SteamRoller is a framework for testing the performance of various machine learning models on different tasks in the broad area of "text classification". It is designed to make it extremely easy to define new classification tasks, and new models, and drop them in to compare ther characteristics. It discourages doing anything "special" for different tasks, models, or combinations thereof, to ensure the comparisons are fair and expose all the costs incurred by the different choices.

SteamRoller's user-facing functionality is reflected by four submodules:

  1. tasks
  2. models
  3. metrics
  4. plots

Under the hood, SteamRoller has three additional submodules:

  1. tools
  2. scons
  3. ui

As explained below, changes to the code are usually unnecessary, as the most common conceptual classes (tasks and models) can be extended simply by editing the configuration file.

Getting started

SteamRoller and its dependencies can be installed with pip install steamroller --user. An empty directory can be initialized for performing experiments by executing steamroller init from therein. This creates four files: SConstruct, and steamroller_config.json are the build system description and an example configuration file, respectively. csv/example.txt.gz is a tab-separated file of texts drawn from Python documentation, and SteamRoller source code. tasks/example.tgz is a Concrete archive of the same data, produced using the conversion tool described in this document.

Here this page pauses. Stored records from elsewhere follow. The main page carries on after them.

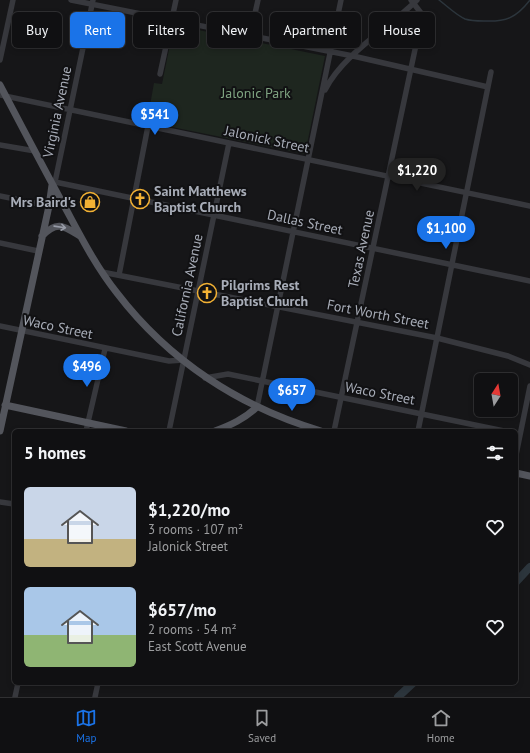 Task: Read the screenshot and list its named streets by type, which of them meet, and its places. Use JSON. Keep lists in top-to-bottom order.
{
  "streets": {
    "street": [
      "Virginia Avenue",
      "Jalonick Street",
      "Dallas Street",
      "Texas Avenue",
      "California Avenue",
      "Fort Worth Street",
      "Waco Street"
    ]
  },
  "crossings": [
    ["Virginia Avenue", "Jalonick Street"],
    ["Virginia Avenue", "Dallas Street"],
    ["Jalonick Street", "Texas Avenue"],
    ["Jalonick Street", "California Avenue"],
    ["Dallas Street", "Texas Avenue"],
    ["Dallas Street", "California Avenue"],
    ["Texas Avenue", "Fort Worth Street"],
    ["Texas Avenue", "Waco Street"],
    ["California Avenue", "Fort Worth Street"],
    ["California Avenue", "Waco Street"]
  ],
  "parks": ["Jalonic Park"],
  "places": {
    "church": ["Saint Matthews Baptist Church", "Pilgrims Rest Baptist Church"],
    "shop": ["Mrs Baird's"]
  },
  "north": "top",
  "page": {
    "chip": [
      "Buy",
      "Rent",
      "Filters",
      "New",
      "Apartment",
      "House"
    ],
    "price": [
      "$541",
      "$1,220",
      "$1,100",
      "$496",
      "$657"
    ],
    "heading": "5 homes",
    "list": [
      {
        "name": "$1,220/mo",
        "note": "3 rooms · 107 m² · Jalonick Street"
      },
      {
        "name": "$657/mo",
        "note": "2 rooms · 54 m² · East Scott Avenue"
      }
    ],
    "tabs": ["Map", "Saved", "Home"]
  }
}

The configuration file describes 150 experiments using the example data across several axes: 5 random folds, 5 model types, and 6 sizes of training data. They can be run locally, in serial, with:

steamroller run

This takes about 6 minutes to complete on a typical laptop. This can be sped up by using multiple threads to build targets in parallel, e.g. you can cut the runtime in half on a dual-core machine with:

steamroller run -j 2

In general, any options accepted by SCons can be included after steamroller run: the only exception is the --config option, which lets you specify a different SteamRoller configuration file. To get a list of SCons options, you can run steamroller run -h. For heavy-duty experiments, you might want to use the HPC functionality described below.

Inspecting results

Once the experiments have finished, you will want to compare their performance. Generally, the final product of a set of SteamRoller experiments is a plot of some metric (accuracy, run-time, memory usage, etc) with respect to some other variable (number of training examples, hyper-parameter value, etc). Running steamroller serve will, by default, start a web server at http://localhost:8080 with links to the plots generated for each task, or you can examine the figures directly in the work/ subdirectory.

Using an HPC Grid

By default, steamroller_config.json has "GRID" : false, and experiments will run serially on the local machine. If you are running on an HPC grid like Univa, Sun Grid Engine, or Torque, setting "GRID" : true instructs SteamRoller to run experiments via the qsub command. Since the jobs are distributed across the grid, the invocation of SteamRoller will submit them and then wait until they have completed, polling the scheduler and printing the current number of running jobs. If you interrupt the SteamRoller command in this state, the grid jobs will continue to run, so you can either allow them to do so (e.g. if the interruption was accidental), or manually kill the running jobs with a command like qdel -u USERNAME. The latter is particularly important if you want to change and rerun experiments, as otherwise you may have multiple jobs simultaneously building the same output file.

Defining a new task

In SteamRoller, a task is simply a pointer to documents annotated with discrete labels. For example, the default steamroller_config.json file has the following entry:

"TASKS" : [
  {"NAME" : "ExampleTask",
   "FILE" : "tasks/example.tgz"
  }
]

That's it. We use the Concrete data format, so the file is a tar archive where each entry is a Communication object, but SteamRoller has functionality to convert from a simple text format like that of the auto-generated csv/example.txt.gz file. If your data is a text file with lines in tab-separated format:

ID LABEL TEXT

you can create an appropriate Concrete tar archive by running python -m steamroller.tools.convert -i TEXT_FILE -o TAR_FILE. Make sure that any tab characters in the text column are appropriately escaped (SteamRoller uses Python's csv module).

Defining a new model

A model in SteamRoller is defined by the command-line processes for:

  1. Training based on some data
  2. Applying to some new data

Looking again at the default steamroller_config.json, there is an entry:

"MODELS" : [
    {"NAME" : "SVM",
    "TRAIN_COMMAND" : "python -m steamroller.models.scikit_learn --type svm --train ${SOURCES[0]} --input ${SOURCES[1]} --output ${TARGETS[0]} --max_ngram ${MAX_NGRAM}",
    "APPLY_COMMAND" : "python -m steamroller.models.scikit_learn --type svm --model ${SOURCES[0]} --test ${SOURCES[1]} --input ${SOURCES[2]} --output ${TARGETS[0]}"
    }
  ]

train_command, when the template strings are replaced by SteamRoller, will train an SVM based on an input file (i.e. the tar archive mentioned earlier) and a train file that is a list of indices in the tar file. The resulting SVM is serialized into the output file. Note the MAX_NGRAM template string: this is a hyper-parameter that you might set directly in the steamroller_config.py file, or perhaps perform grid search over to find optimal values.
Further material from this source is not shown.